The first stage produces a chapter outline — a structured plan for the chapter. The outline file is a small Markdown file containing the chapter title, a one-paragraph summary, the list of concepts covered (drawn from the learning graph), the prerequisites (drawn from the concepts' dependency edges), and any Required Content Directives that future regenerations must respect. The file the reader is looking at right now was produced from an outline that, among other things, demanded the Five Levels subsection and the privacy-warning admonition. The directives live in the outline precisely because they outlive any individual generation run.

The second stage is chapter content authoring — the generation of the chapter's prose, admonitions, tables, retrieval checks, and non-text-element specifications against the outline.

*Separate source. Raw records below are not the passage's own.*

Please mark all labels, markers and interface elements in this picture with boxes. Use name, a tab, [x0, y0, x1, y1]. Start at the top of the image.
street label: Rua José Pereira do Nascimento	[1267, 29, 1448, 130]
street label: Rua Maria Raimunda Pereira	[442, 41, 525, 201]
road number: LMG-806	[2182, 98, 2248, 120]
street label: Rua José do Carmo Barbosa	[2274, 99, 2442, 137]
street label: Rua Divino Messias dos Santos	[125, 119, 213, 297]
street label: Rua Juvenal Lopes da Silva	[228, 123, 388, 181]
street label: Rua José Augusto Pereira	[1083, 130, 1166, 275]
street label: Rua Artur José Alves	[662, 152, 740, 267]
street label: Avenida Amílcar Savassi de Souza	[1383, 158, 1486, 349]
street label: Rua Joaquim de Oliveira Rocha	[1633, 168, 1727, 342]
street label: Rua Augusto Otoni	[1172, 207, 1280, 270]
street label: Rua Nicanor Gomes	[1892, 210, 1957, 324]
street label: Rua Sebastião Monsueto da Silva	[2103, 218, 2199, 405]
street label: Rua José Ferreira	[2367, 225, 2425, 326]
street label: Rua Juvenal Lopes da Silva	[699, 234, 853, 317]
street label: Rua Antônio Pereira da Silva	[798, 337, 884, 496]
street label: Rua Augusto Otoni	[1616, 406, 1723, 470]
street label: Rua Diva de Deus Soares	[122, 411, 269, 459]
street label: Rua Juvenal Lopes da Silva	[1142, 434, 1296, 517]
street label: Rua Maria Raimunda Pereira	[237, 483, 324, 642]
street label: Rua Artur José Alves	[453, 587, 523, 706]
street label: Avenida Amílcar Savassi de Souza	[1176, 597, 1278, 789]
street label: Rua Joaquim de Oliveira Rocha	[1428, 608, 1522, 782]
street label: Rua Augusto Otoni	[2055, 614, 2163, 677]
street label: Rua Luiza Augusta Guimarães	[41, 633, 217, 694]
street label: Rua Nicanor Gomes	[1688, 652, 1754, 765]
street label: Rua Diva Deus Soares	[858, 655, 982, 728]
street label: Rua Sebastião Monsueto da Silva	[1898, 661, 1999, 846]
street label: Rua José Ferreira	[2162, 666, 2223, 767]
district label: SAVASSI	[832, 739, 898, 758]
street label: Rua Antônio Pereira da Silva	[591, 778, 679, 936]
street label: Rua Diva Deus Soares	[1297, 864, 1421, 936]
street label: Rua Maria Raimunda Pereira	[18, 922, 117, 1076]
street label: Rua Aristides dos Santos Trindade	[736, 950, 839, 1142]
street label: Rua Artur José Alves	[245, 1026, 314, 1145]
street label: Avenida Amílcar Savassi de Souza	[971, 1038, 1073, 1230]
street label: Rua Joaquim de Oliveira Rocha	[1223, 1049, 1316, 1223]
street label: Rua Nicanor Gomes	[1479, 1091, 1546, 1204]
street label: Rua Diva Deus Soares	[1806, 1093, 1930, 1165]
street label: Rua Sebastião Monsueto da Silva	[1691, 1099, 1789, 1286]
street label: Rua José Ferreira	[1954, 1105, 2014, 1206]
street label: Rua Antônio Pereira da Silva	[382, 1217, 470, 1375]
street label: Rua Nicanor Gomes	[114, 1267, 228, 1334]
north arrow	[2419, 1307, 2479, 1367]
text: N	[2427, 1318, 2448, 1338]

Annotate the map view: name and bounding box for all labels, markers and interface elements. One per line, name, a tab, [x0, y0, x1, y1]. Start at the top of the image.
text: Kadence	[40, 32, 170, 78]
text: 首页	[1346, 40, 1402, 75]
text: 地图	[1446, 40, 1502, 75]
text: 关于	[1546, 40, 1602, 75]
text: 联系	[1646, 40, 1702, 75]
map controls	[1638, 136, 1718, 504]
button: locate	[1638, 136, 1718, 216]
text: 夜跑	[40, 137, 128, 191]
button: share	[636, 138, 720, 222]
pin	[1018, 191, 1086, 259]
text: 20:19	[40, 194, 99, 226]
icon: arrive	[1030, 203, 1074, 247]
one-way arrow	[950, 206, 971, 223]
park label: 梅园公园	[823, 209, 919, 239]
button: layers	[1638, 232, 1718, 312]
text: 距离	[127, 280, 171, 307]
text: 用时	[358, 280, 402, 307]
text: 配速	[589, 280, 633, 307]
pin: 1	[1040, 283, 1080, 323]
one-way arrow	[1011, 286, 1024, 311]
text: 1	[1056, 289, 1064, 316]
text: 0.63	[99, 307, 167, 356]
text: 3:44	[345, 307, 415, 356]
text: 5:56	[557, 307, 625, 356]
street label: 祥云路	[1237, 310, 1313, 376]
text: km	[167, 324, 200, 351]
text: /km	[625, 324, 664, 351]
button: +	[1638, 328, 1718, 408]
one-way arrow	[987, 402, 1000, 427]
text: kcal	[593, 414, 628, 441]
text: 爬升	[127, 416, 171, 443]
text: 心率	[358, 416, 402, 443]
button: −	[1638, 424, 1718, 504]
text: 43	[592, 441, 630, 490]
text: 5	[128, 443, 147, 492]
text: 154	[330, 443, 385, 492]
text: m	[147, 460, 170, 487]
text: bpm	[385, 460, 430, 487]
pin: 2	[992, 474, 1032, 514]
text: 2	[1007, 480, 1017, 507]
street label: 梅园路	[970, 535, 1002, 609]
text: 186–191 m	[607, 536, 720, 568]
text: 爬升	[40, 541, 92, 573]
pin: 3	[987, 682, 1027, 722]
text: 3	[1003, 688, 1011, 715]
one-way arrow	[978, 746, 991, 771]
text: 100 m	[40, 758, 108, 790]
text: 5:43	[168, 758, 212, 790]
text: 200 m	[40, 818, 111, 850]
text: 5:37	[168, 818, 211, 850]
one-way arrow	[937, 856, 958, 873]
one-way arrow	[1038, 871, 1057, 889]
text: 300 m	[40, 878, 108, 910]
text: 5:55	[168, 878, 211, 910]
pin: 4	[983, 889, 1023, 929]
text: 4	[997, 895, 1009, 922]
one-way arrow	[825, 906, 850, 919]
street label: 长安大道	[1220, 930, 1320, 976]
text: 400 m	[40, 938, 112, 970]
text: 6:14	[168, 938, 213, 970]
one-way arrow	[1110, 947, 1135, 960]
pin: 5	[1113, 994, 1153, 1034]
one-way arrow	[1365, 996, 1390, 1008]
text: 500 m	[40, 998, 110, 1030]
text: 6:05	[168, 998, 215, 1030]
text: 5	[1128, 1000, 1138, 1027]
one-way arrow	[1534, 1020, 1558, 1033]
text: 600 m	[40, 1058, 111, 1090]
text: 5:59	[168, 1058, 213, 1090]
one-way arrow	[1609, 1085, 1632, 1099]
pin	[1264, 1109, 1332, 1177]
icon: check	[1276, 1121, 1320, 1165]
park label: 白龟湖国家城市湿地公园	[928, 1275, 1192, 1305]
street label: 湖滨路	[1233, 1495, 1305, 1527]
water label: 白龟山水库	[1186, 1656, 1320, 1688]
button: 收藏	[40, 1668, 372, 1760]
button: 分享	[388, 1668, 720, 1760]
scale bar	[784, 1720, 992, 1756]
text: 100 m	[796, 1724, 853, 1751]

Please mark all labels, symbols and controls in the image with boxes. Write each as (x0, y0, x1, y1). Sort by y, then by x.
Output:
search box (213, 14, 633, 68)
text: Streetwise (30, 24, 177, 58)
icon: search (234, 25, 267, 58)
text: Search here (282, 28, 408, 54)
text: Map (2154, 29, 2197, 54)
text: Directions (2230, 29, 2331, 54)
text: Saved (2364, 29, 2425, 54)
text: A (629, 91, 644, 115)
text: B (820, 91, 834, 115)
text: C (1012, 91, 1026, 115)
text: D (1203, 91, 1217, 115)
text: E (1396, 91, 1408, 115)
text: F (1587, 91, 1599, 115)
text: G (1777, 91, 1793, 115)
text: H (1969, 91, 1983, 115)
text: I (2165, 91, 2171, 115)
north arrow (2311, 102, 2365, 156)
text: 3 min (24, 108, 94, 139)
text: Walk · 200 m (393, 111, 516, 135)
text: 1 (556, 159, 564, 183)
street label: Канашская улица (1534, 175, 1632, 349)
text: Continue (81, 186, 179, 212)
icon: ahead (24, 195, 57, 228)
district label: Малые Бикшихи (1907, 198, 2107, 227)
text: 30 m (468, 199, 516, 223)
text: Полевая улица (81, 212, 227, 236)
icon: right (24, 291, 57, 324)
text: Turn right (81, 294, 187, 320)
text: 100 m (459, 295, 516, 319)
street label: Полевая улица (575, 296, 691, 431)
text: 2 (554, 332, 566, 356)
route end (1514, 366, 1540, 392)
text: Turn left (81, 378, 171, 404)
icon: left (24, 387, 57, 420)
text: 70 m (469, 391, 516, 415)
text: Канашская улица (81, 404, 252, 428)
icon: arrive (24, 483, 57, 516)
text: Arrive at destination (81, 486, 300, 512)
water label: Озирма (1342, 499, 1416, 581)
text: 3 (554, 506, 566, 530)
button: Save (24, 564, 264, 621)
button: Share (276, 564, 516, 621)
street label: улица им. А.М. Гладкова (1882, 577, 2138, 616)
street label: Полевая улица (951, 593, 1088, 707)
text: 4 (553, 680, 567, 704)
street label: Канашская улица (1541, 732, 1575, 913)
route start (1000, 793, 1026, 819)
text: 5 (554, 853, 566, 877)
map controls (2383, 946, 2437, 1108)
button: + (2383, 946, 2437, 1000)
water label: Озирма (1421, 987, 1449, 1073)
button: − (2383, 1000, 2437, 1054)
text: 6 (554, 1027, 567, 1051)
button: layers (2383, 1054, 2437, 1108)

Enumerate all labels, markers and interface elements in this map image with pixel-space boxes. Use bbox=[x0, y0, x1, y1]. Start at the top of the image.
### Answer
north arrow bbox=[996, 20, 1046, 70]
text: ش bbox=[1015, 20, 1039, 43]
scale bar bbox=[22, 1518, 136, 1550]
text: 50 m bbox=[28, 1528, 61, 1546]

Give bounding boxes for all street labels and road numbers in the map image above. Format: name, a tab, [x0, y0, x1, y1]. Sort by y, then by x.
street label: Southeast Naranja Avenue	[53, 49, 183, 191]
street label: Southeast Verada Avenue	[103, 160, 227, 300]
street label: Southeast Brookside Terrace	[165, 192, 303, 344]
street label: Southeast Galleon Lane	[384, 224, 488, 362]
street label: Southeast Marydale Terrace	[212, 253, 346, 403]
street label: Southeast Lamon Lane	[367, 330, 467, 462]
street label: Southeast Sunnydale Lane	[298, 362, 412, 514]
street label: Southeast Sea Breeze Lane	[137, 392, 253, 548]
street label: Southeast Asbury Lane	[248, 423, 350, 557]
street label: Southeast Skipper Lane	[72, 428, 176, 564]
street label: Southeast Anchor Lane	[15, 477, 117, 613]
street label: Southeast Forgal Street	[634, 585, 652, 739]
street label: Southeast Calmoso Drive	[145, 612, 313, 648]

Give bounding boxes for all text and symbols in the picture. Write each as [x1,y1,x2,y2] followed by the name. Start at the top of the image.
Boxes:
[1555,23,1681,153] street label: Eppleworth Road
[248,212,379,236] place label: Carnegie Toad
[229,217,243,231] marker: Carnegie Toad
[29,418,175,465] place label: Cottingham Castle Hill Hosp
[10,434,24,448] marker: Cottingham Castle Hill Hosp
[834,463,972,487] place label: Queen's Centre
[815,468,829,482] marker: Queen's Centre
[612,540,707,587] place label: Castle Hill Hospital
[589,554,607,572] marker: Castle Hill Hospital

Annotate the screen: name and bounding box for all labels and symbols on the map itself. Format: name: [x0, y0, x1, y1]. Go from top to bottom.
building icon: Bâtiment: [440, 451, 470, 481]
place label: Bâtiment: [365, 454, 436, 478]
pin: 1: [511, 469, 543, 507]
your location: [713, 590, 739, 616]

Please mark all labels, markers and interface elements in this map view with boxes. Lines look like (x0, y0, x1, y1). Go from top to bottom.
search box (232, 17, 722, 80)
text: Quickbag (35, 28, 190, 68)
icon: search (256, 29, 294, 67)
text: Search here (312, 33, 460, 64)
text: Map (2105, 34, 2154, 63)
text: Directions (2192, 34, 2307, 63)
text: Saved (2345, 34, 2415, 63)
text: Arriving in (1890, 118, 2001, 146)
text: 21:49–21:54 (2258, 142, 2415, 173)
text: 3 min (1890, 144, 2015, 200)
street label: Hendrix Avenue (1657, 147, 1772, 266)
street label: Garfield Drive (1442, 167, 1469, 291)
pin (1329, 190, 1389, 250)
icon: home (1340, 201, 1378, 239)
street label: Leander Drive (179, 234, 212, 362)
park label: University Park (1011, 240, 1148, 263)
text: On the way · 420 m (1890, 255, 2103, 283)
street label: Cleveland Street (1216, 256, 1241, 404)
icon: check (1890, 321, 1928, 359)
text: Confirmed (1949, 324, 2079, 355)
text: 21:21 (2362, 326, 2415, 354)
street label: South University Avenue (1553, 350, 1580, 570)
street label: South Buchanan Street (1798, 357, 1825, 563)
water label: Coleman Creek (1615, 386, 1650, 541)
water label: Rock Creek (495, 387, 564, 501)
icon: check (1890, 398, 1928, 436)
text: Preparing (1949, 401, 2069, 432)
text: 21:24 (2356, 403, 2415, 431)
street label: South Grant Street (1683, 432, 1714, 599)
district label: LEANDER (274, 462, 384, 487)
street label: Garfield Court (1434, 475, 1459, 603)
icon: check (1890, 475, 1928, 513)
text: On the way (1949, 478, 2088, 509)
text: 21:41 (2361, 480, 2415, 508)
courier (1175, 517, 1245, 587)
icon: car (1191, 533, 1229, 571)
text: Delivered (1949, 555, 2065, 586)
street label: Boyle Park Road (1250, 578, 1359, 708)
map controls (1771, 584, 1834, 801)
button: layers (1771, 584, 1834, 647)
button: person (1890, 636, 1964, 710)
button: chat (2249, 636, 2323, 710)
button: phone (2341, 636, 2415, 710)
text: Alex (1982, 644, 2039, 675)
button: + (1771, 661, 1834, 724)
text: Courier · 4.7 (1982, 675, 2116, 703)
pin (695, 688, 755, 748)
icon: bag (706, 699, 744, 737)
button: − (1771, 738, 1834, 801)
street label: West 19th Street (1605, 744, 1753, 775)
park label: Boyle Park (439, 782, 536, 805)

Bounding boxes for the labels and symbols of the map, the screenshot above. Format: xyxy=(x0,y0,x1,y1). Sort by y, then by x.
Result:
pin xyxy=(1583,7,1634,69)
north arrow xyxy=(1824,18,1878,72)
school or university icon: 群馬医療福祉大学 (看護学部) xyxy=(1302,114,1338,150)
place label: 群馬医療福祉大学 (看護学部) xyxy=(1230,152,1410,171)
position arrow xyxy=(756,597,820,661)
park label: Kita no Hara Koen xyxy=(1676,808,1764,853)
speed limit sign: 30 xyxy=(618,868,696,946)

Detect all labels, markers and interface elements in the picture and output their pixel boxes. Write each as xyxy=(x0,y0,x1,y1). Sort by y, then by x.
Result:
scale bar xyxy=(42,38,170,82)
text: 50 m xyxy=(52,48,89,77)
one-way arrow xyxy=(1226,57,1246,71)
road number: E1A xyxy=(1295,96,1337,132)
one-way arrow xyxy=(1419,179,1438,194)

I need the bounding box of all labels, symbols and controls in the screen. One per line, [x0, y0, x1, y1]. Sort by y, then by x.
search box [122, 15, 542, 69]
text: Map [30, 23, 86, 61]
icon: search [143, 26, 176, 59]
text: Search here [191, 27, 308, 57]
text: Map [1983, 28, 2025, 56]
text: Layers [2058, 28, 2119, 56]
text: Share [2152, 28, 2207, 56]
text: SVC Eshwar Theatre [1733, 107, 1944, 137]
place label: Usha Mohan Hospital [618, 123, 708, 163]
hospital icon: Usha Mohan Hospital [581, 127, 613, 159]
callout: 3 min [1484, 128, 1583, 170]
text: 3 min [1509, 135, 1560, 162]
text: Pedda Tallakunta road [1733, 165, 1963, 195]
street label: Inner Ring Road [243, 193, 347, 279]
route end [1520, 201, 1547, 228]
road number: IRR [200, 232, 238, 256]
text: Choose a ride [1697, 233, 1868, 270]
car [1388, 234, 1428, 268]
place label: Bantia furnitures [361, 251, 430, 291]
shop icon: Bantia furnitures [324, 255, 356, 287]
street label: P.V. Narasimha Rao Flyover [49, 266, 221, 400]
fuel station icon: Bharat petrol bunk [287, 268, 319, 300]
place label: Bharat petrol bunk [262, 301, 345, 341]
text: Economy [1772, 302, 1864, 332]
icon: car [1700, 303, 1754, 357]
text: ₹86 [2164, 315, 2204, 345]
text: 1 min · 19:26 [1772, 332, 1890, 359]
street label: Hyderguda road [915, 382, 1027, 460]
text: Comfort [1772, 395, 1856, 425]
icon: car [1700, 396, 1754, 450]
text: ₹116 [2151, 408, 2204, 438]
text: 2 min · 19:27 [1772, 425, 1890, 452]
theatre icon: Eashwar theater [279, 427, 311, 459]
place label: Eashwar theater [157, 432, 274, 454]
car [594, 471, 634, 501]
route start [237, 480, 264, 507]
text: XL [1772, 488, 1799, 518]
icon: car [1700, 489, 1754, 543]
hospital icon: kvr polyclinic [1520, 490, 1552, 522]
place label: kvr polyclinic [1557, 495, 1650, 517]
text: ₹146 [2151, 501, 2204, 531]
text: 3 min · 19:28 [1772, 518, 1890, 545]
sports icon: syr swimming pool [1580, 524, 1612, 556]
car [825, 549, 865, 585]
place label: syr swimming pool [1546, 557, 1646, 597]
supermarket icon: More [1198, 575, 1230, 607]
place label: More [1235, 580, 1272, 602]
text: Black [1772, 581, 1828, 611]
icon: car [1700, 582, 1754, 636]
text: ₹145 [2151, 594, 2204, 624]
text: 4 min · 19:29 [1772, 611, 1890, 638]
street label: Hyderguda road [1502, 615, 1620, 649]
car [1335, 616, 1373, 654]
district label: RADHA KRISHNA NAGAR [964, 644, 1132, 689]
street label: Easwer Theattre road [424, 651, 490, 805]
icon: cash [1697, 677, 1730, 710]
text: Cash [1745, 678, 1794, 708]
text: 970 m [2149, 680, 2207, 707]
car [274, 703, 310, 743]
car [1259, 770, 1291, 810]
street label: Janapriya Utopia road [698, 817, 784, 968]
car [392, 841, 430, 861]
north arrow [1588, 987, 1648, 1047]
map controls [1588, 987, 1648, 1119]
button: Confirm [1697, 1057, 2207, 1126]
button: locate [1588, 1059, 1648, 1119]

The chapter-content-generator skill consumes the outline, the learning graph, the style guide, and the prior chapters, and produces a long-form Markdown file. A re-generation is not a rewrite from scratch; it is a deterministic-by-design re-run of the same pipeline on (possibly) updated inputs.

Separating the two stages buys three properties.

Idempotence under unchanged inputs. Running the pipeline twice on the same inputs should produce substantively the same chapter. Idempotence is what makes the pipeline safe to re-run every time the learning graph changes.

Targeted regeneration. A graph refactor that touches three concepts can regenerate just the chapters those concepts are assigned to, leaving other chapters untouched. Without the outline/content split, the whole book would have to be regenerated on every change.

Directives that survive regenerations. A Required Content Directives section in the outline is the structural place to park constraints — like the privacy-warning admonition — that must appear in every version of the chapter. The generator reads them as input, not as something it might choose to keep.

Derived Artifacts: Glossary, FAQ, Quiz Bank, References

Four artifacts are derived from the combination of the learning graph and the chapters. Derived means they are regenerated by their own skills against the same source of truth, not hand-maintained alongside it.

The glossary has one entry per concept node, produced by the glossary-generator skill. The skill's style rules — precise, concise, distinct, non-circular, free of business rules — come from long experience with glossaries that fail in recognizable ways. A circular definition ("working memory — the memory system used for working memory tasks") teaches nothing; a business-rule definition ("working memory — the part of memory the product's dashboard highlights") ties the glossary to a specific deployment rather than the discipline.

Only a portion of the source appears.